From: Vincenzo Frascino <vincenzo.frascino@arm.com>
To: Dmitry Safonov <dima@arista.com>, linux-kernel@vger.kernel.org
Cc: Dmitry Safonov <0x7f454c46@gmail.com>,
Thomas Gleixner <tglx@linutronix.de>,
Adrian Reber <adrian@lisas.de>, Andrei Vagin <avagin@openvz.org>,
Andy Lutomirski <luto@kernel.org>, Arnd Bergmann <arnd@arndb.de>,
Christian Brauner <christian.brauner@ubuntu.com>,
Cyrill Gorcunov <gorcunov@openvz.org>,
"Eric W. Biederman" <ebiederm@xmission.com>,
"H. Peter Anvin" <hpa@zytor.com>, Ingo Molnar <mingo@redhat.com>,
Jann Horn <jannh@google.com>, Jeff Dike <jdike@addtoit.com>,
Oleg Nesterov <oleg@redhat.com>,
Pavel Emelyanov <xemul@virtuozzo.com>,
Shuah Khan <shuah@kernel.org>,
containers@lists.linux-foundation.org, criu@openvz.org,
linux-api@vger.kernel.org, x86@kernel.org,
Andrei Vagin <avagin@gmail.com>
Subject: Re: [PATCHv7 19/33] lib/vdso: Prepare for time namespace support
Date: Wed, 16 Oct 2019 15:37:10 +0100 [thread overview]

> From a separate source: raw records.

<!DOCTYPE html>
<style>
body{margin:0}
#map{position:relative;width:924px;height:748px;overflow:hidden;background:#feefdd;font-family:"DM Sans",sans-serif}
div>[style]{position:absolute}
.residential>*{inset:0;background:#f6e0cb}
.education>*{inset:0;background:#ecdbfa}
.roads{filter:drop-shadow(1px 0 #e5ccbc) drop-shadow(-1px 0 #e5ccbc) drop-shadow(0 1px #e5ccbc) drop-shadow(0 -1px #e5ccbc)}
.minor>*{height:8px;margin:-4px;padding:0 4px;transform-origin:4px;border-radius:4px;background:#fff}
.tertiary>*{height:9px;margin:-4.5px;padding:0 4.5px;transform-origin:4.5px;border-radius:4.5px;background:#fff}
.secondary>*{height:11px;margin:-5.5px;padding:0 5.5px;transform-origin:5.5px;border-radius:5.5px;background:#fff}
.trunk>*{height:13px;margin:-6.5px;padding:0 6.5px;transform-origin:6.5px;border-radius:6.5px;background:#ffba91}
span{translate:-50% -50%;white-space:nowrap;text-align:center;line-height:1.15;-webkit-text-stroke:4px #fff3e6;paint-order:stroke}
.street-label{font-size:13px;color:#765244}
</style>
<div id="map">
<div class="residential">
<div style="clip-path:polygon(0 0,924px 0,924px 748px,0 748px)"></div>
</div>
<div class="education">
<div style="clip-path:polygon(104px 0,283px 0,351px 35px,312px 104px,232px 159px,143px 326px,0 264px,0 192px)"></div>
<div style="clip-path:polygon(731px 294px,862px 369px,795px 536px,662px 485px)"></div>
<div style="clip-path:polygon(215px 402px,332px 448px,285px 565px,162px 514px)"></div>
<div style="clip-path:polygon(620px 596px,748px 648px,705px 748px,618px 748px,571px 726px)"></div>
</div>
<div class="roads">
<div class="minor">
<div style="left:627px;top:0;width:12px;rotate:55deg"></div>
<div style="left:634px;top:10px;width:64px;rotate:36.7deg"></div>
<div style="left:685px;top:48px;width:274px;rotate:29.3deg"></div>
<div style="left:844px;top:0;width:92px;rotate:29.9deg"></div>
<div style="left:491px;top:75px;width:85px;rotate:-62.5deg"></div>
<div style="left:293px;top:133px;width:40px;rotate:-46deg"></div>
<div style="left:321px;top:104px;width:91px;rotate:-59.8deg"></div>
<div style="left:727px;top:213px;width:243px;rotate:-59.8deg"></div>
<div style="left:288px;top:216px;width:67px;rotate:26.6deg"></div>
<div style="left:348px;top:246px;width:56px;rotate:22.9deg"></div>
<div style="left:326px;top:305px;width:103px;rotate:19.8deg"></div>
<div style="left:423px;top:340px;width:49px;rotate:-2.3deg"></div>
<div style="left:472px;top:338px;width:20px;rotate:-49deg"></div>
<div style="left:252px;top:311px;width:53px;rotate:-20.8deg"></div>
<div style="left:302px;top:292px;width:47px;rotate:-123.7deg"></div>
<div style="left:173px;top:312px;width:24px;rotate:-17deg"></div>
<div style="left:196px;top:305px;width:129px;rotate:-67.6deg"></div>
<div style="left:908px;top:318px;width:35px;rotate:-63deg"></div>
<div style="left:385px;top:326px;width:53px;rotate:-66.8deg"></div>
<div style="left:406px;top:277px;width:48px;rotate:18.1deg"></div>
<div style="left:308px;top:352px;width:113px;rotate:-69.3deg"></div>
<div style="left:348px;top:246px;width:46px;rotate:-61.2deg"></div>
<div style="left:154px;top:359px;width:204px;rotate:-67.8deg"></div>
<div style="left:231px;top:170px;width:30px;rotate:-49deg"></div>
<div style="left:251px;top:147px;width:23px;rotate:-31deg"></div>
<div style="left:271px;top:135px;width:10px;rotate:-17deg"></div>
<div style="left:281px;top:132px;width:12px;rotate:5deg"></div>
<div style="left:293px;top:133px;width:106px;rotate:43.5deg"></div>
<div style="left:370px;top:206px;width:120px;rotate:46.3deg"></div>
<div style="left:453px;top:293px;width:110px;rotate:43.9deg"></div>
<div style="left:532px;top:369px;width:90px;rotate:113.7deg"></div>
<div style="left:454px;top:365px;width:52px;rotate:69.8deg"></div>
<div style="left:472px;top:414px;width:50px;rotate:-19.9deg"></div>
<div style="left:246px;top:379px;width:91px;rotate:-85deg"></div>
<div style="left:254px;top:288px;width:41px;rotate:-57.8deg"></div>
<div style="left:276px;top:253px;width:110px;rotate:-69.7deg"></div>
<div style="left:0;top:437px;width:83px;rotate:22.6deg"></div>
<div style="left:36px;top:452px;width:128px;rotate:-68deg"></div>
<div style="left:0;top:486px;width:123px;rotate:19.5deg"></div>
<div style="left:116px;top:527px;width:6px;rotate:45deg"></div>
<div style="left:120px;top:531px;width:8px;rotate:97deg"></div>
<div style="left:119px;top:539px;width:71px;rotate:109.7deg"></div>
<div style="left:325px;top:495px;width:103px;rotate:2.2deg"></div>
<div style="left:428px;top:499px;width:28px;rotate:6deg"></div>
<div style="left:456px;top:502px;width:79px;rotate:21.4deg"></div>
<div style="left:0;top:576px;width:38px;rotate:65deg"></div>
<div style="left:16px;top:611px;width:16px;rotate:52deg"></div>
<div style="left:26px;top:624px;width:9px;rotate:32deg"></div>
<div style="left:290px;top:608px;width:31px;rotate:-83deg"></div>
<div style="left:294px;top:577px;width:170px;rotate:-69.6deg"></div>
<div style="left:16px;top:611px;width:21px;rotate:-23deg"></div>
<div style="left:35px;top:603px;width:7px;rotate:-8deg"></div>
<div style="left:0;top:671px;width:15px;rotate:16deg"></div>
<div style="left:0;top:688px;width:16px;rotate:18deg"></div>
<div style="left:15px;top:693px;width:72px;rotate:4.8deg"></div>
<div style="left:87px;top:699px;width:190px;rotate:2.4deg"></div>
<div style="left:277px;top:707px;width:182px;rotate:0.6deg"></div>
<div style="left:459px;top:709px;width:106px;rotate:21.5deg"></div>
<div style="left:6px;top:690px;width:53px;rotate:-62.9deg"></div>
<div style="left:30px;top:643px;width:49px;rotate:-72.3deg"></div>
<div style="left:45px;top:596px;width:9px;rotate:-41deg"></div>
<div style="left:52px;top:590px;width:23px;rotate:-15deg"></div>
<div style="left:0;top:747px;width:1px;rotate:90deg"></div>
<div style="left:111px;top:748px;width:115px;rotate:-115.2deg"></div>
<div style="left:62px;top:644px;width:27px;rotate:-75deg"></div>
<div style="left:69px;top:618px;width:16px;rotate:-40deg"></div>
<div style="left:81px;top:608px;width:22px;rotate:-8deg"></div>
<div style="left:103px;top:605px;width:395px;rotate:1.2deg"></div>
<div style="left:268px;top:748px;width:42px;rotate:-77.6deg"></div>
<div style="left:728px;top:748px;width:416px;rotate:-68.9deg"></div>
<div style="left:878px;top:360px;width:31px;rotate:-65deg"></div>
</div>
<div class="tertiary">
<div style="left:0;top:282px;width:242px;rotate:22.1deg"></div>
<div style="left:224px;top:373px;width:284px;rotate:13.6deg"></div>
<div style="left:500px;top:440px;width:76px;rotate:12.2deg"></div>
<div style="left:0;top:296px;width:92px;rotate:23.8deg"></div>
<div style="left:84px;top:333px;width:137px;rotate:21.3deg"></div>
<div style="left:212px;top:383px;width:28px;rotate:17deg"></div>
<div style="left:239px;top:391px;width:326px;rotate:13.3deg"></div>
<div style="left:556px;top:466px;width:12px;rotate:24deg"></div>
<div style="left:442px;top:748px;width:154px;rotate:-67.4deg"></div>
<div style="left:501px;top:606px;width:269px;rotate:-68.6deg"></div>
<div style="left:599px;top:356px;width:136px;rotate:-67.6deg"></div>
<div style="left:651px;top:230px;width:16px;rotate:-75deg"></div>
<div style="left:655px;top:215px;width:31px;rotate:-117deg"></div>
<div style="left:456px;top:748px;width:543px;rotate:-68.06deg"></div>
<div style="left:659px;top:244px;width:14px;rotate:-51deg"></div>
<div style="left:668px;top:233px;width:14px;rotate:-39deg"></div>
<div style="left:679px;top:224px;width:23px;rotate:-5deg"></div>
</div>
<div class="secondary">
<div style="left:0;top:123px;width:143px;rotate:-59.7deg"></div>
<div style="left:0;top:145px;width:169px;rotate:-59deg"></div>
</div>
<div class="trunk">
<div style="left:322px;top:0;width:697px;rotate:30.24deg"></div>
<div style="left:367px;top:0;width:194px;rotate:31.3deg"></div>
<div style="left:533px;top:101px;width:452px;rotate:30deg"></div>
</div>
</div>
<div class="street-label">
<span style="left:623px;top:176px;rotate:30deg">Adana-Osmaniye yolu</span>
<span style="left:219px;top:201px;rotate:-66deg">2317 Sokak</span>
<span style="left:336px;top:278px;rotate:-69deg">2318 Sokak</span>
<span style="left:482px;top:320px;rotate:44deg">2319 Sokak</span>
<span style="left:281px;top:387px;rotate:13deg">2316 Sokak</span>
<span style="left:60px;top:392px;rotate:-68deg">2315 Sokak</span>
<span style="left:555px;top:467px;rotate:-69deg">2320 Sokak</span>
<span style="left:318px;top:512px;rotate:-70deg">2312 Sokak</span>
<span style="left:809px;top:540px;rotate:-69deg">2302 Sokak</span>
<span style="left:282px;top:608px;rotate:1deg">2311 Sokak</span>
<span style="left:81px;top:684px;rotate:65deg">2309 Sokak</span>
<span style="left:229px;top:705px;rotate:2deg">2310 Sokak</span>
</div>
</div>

Message-ID: <a726e64f-bf73-4eca-6acf-75926898d88a@arm.com> (raw)
In-Reply-To: <20191011012341.846266-20-dima@arista.com>
Hi Dmitry,
On 10/11/19 2:23 AM, Dmitry Safonov wrote:
> From: Thomas Gleixner <tglx@linutronix.de>
>
> To support time namespaces in the vdso with a minimal impact on regular non
> time namespace affected tasks, the namespace handling needs to be hidden in
> a slow path.
>
> The most obvious place is vdso_seq_begin(). If a task belongs to a time
> namespace then the VVAR page which contains the system wide vdso data is
> replaced with a namespace specific page which has the same layout as the
> VVAR page. That page has vdso_data->seq set to 1 to enforce the slow path
> and vdso_data->clock_mode set to VCLOCK_TIMENS to enforce the time
> namespace handling path.
>
> The extra check in the case that vdso_data->seq is odd, e.g. a concurrent
> update of the vdso data is in progress, is not really affecting regular
> tasks which are not part of a time namespace as the task is spin waiting
> for the update to finish and vdso_data->seq to become even again.
>
> If a time namespace task hits that code path, it invokes the corresponding
> time getter function which retrieves the real VVAR page, reads host time
> and then adds the offset for the requested clock which is stored in the
> special VVAR page.
>
> If VDSO time namespace support is disabled the whole magic is compiled out.
>
> Initial testing shows that the disabled case is almost identical to the
> host case which does not take the slow timens path. With the special timens
> page installed the performance hit is constant time and in the range of
> 5-7%.
>
> For the vdso functions which are not using the sequence count an
> unconditional check for vdso_data->clock_mode is added which switches to
> the real vdso when the clock_mode is VCLOCK_TIMENS.
>
> Suggested-by: Andy Lutomirski <luto@kernel.org>
> Signed-off-by: Thomas Gleixner <tglx@linutronix.de>
> Signed-off-by: Andrei Vagin <avagin@gmail.com>
> Signed-off-by: Dmitry Safonov <dima@arista.com>
> ---
> include/linux/time.h | 6 ++
> include/vdso/datapage.h | 19 +++++-
> lib/vdso/Kconfig | 6 ++
> lib/vdso/gettimeofday.c | 128 +++++++++++++++++++++++++++++++++++++++-
> 4 files changed, 155 insertions(+), 4 deletions(-)
>
> diff --git a/include/linux/time.h b/include/linux/time.h
> index 27d83fd2ae61..b1a592638d7d 100644
> --- a/include/linux/time.h
> +++ b/include/linux/time.h
> @@ -96,4 +96,10 @@ static inline bool itimerspec64_valid(const struct itimerspec64 *its)
> */
> #define time_after32(a, b) ((s32)((u32)(b) - (u32)(a)) < 0)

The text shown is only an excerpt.